• PROBLEM
Please reproduce, exactly as given, the lines running from the start of the data to the line containing "0 1px,transparent 0", inclusive, and omit the pictures.

• SUPPLIED MATERIAL
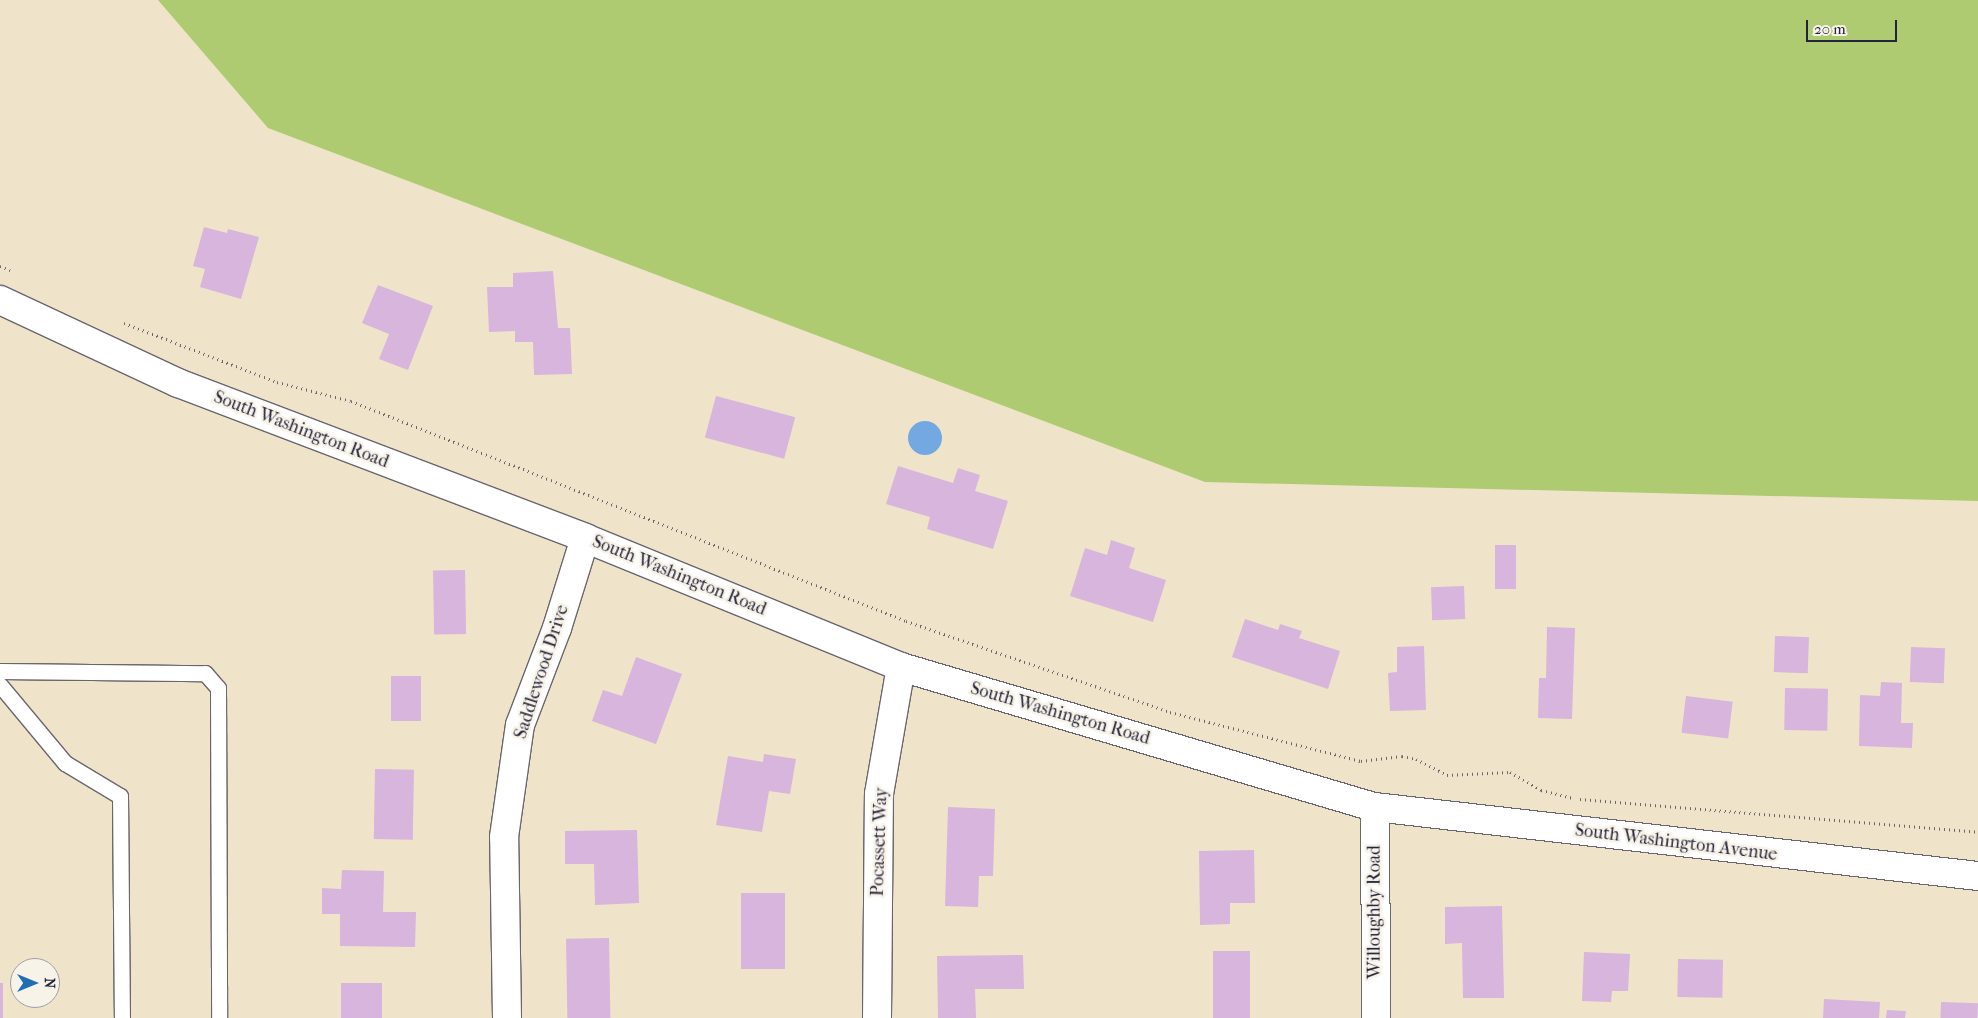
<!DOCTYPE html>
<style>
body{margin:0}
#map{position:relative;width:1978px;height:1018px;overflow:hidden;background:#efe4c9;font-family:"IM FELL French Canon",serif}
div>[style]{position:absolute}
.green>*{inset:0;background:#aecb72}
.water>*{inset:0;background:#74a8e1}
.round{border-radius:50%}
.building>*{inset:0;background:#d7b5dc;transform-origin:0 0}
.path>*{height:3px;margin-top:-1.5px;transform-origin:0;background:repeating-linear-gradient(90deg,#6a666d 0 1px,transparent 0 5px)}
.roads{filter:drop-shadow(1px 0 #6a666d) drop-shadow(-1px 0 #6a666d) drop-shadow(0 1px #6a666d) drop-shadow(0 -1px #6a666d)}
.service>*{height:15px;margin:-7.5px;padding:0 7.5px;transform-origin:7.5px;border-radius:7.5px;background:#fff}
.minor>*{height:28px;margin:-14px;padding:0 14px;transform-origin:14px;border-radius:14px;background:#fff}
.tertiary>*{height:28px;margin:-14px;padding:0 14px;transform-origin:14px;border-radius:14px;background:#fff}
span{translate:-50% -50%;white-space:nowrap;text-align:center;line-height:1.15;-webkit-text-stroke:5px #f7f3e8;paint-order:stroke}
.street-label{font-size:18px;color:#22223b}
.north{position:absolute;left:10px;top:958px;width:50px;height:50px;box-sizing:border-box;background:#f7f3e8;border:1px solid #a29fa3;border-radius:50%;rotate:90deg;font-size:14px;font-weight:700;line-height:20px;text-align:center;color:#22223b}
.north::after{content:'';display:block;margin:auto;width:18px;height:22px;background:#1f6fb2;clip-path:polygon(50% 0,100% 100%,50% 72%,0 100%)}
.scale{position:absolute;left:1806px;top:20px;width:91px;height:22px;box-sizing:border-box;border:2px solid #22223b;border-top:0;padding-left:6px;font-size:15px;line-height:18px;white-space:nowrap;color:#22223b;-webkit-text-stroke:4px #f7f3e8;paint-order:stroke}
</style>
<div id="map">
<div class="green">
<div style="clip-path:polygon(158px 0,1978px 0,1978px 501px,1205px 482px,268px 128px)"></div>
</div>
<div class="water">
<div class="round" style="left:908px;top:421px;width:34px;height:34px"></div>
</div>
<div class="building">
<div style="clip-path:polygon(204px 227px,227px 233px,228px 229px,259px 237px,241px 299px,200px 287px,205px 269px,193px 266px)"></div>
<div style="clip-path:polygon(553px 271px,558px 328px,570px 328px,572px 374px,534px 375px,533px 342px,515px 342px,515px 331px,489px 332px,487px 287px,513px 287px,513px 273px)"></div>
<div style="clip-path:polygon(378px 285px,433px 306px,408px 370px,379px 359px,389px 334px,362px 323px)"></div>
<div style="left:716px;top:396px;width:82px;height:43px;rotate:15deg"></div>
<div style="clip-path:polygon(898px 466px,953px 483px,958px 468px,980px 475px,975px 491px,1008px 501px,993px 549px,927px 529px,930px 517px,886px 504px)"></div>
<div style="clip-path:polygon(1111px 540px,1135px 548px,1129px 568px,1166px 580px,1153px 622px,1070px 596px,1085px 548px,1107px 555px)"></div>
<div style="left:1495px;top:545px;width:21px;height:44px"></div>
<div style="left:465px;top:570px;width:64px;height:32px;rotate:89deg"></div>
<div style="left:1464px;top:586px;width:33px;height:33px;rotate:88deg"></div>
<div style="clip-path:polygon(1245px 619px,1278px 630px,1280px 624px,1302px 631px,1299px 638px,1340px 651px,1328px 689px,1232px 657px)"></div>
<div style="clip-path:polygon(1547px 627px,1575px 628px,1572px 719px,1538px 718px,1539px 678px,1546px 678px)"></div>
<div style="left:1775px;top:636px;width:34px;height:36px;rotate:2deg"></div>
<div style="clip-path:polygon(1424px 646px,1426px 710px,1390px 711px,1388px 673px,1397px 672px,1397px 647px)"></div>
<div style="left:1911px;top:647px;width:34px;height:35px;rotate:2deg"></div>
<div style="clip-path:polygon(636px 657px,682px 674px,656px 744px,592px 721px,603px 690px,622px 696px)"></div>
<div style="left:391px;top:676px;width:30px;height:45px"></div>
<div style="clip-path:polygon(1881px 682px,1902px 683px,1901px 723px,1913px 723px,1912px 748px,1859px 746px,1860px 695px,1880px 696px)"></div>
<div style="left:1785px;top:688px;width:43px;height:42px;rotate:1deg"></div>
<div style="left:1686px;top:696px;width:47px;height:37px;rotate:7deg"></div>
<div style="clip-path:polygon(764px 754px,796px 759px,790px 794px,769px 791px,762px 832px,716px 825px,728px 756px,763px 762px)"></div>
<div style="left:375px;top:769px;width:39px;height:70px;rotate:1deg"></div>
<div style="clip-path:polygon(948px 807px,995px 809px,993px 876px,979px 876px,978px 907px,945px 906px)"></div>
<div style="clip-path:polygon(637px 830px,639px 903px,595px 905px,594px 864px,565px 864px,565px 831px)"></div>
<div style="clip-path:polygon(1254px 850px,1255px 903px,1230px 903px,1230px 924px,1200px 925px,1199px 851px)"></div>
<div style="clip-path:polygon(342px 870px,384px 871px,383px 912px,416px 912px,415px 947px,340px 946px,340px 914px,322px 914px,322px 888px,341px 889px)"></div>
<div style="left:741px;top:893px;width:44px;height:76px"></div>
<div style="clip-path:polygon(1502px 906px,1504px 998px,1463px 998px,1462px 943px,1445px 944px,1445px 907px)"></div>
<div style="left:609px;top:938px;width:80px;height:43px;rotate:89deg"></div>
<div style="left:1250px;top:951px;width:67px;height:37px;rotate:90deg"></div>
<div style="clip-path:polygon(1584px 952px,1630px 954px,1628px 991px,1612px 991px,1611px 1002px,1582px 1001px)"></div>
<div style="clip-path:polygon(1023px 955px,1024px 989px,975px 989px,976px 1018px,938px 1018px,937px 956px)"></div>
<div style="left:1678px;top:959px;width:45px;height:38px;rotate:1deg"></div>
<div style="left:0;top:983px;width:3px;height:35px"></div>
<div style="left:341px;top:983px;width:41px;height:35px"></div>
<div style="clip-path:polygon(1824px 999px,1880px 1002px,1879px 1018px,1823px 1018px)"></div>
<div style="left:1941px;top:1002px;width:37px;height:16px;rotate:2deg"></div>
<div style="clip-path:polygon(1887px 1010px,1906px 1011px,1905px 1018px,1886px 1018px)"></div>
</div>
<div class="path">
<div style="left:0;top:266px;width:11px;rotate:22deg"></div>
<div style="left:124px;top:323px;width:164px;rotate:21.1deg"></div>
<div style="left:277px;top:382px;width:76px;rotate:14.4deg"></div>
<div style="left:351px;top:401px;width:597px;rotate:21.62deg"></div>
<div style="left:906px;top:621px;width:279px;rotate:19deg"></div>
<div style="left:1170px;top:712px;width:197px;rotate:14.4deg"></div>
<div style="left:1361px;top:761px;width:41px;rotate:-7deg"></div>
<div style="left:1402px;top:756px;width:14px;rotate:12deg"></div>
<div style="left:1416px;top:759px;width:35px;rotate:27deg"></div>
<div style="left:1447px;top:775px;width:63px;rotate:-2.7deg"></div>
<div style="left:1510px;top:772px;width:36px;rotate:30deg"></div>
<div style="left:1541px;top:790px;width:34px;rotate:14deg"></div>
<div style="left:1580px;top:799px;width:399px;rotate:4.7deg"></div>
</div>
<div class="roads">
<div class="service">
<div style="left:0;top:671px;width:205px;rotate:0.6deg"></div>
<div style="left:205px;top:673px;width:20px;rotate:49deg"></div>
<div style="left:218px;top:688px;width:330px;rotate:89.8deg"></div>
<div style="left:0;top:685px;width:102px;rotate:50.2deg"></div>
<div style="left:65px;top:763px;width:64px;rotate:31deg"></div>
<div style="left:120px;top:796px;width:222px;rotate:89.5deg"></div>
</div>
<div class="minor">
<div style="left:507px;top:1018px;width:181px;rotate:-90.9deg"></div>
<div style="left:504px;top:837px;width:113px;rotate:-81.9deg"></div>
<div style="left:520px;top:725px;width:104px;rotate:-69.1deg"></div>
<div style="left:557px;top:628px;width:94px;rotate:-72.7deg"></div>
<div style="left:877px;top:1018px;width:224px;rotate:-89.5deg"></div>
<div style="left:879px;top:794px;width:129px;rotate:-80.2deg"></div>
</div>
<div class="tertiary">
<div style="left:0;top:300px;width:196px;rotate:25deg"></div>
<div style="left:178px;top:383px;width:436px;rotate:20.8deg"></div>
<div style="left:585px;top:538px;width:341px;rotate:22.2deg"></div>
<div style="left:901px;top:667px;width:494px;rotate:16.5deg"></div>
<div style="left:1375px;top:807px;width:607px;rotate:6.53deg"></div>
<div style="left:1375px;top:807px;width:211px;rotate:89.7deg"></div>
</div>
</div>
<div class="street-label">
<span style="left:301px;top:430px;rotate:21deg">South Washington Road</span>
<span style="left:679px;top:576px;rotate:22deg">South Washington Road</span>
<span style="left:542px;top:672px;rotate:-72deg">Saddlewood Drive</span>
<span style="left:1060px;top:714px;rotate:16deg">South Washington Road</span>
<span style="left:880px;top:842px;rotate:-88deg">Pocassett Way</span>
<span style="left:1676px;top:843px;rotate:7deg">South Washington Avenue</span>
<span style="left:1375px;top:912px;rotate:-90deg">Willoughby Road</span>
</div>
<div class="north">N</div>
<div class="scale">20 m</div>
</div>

• ANSWER TO THIS TASK
<!DOCTYPE html>
<style>
body{margin:0}
#map{position:relative;width:1978px;height:1018px;overflow:hidden;background:#efe4c9;font-family:"IM FELL French Canon",serif}
div>[style]{position:absolute}
.green>*{inset:0;background:#aecb72}
.water>*{inset:0;background:#74a8e1}
.round{border-radius:50%}
.building>*{inset:0;background:#d7b5dc;transform-origin:0 0}
.path>*{height:3px;margin-top:-1.5px;transform-origin:0;background:repeating-linear-gradient(90deg,#6a666d 0 1px,transparent 0 5px)}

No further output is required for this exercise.